◆ TASK TO COMPLETE ◆
Would you restate the full listing word for word and omit its pictures?

◆ COLLECTED DATA ◆
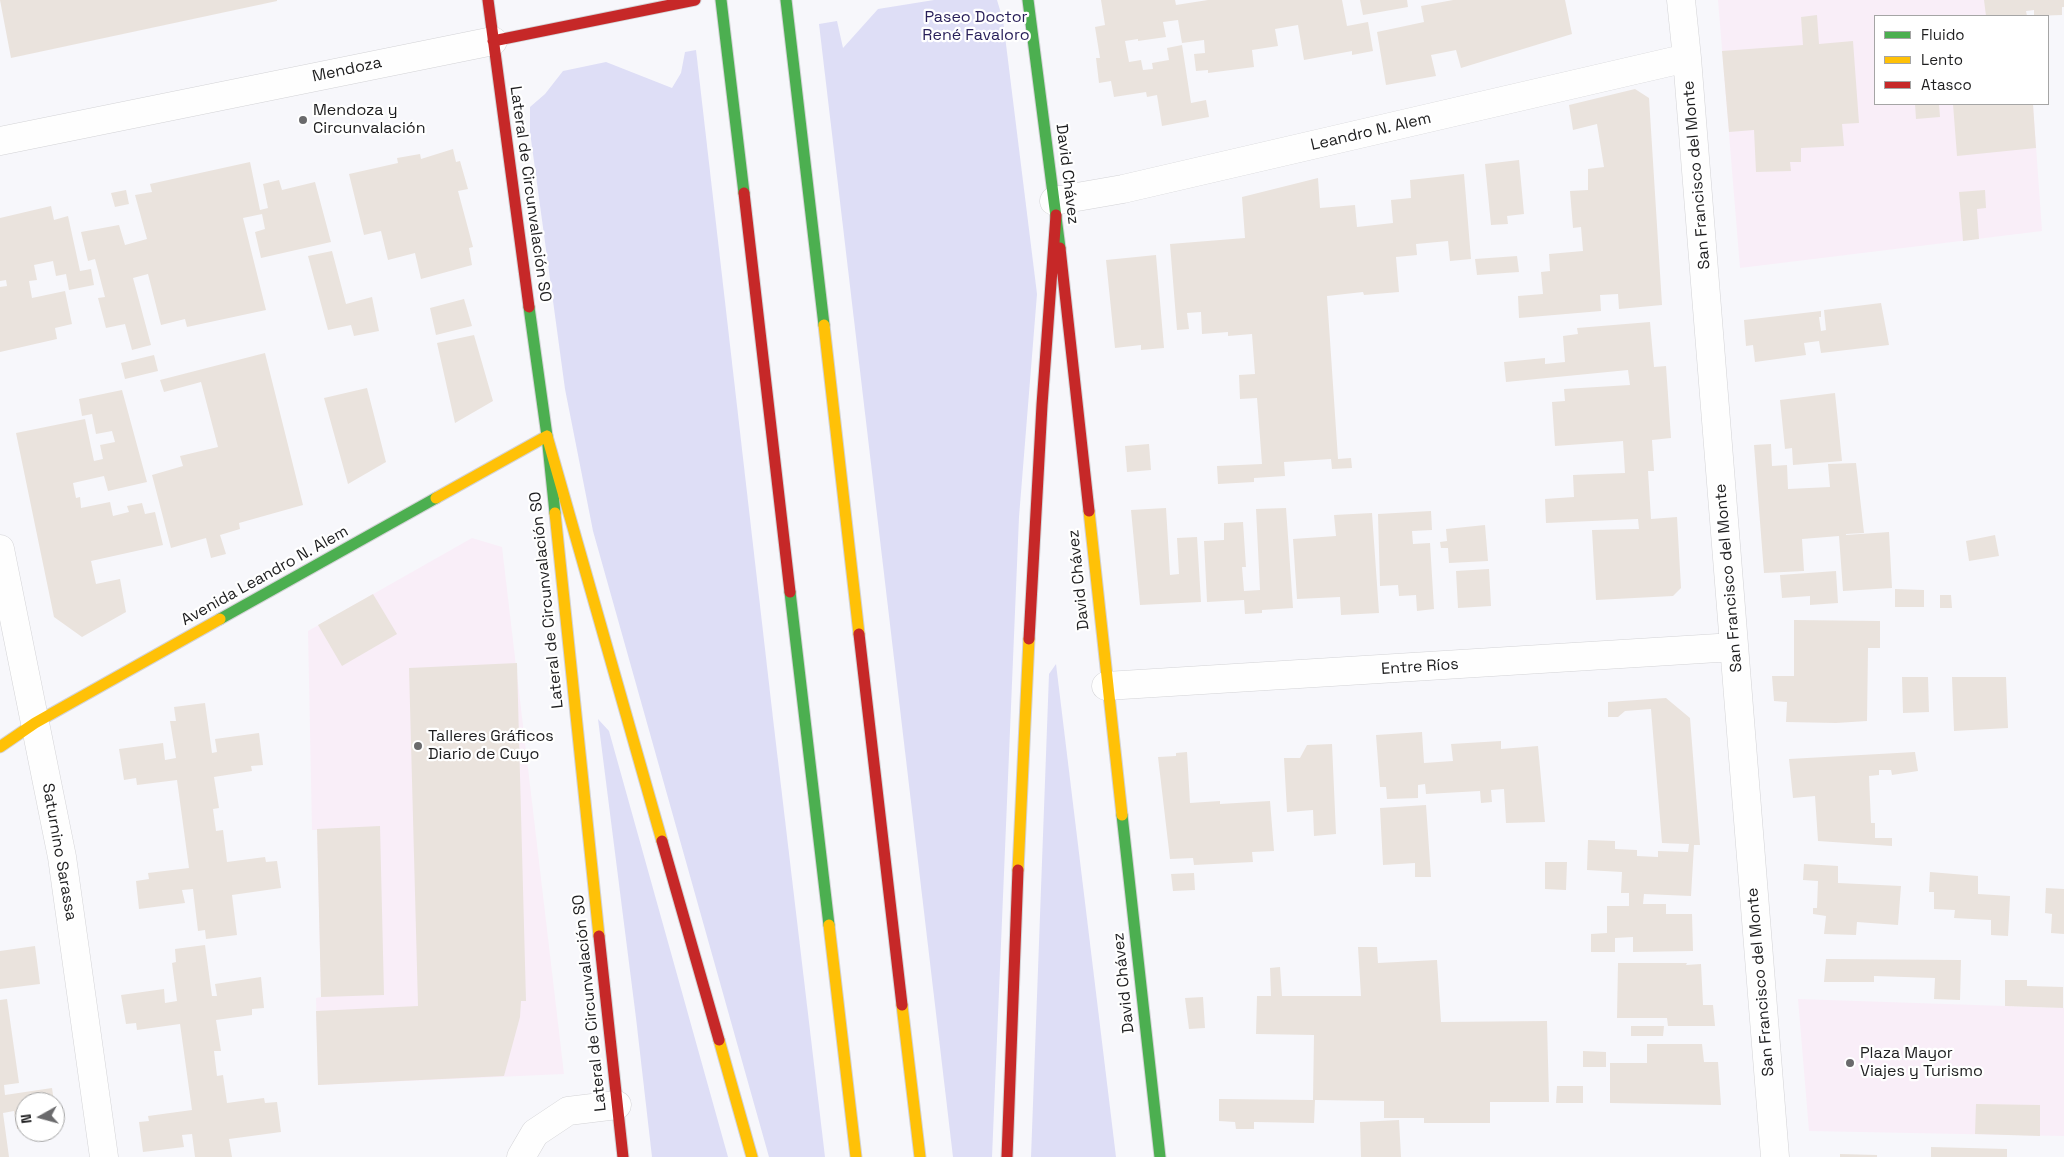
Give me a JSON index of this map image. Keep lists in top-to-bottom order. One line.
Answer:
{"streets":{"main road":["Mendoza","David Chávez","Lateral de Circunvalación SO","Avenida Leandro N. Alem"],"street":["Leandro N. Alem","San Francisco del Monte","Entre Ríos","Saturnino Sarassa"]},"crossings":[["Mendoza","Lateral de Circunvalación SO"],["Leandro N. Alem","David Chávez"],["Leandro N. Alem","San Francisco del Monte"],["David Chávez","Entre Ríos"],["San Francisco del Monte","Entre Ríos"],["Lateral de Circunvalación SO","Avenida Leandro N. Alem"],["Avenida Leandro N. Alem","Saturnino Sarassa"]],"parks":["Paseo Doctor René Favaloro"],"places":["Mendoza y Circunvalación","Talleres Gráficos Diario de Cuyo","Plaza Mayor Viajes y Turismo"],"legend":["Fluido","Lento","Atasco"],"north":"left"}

◆ ANSWER FOR THIS EXERCISE ◆
Give me a JSON index of this map image. Keep lists in top-to-bottom order. One line.
Answer:
{"streets":{"main road":["Mendoza","David Chávez","Lateral de Circunvalación SO","Avenida Leandro N. Alem"],"street":["Leandro N. Alem","San Francisco del Monte","Entre Ríos","Saturnino Sarassa"]},"crossings":[["Mendoza","Lateral de Circunvalación SO"],["Leandro N. Alem","David Chávez"],["Leandro N. Alem","San Francisco del Monte"],["David Chávez","Entre Ríos"],["San Francisco del Monte","Entre Ríos"],["Lateral de Circunvalación SO","Avenida Leandro N. Alem"],["Avenida Leandro N. Alem","Saturnino Sarassa"]],"parks":["Paseo Doctor René Favaloro"],"places":["Mendoza y Circunvalación","Talleres Gráficos Diario de Cuyo","Plaza Mayor Viajes y Turismo"],"legend":["Fluido","Lento","Atasco"],"north":"left"}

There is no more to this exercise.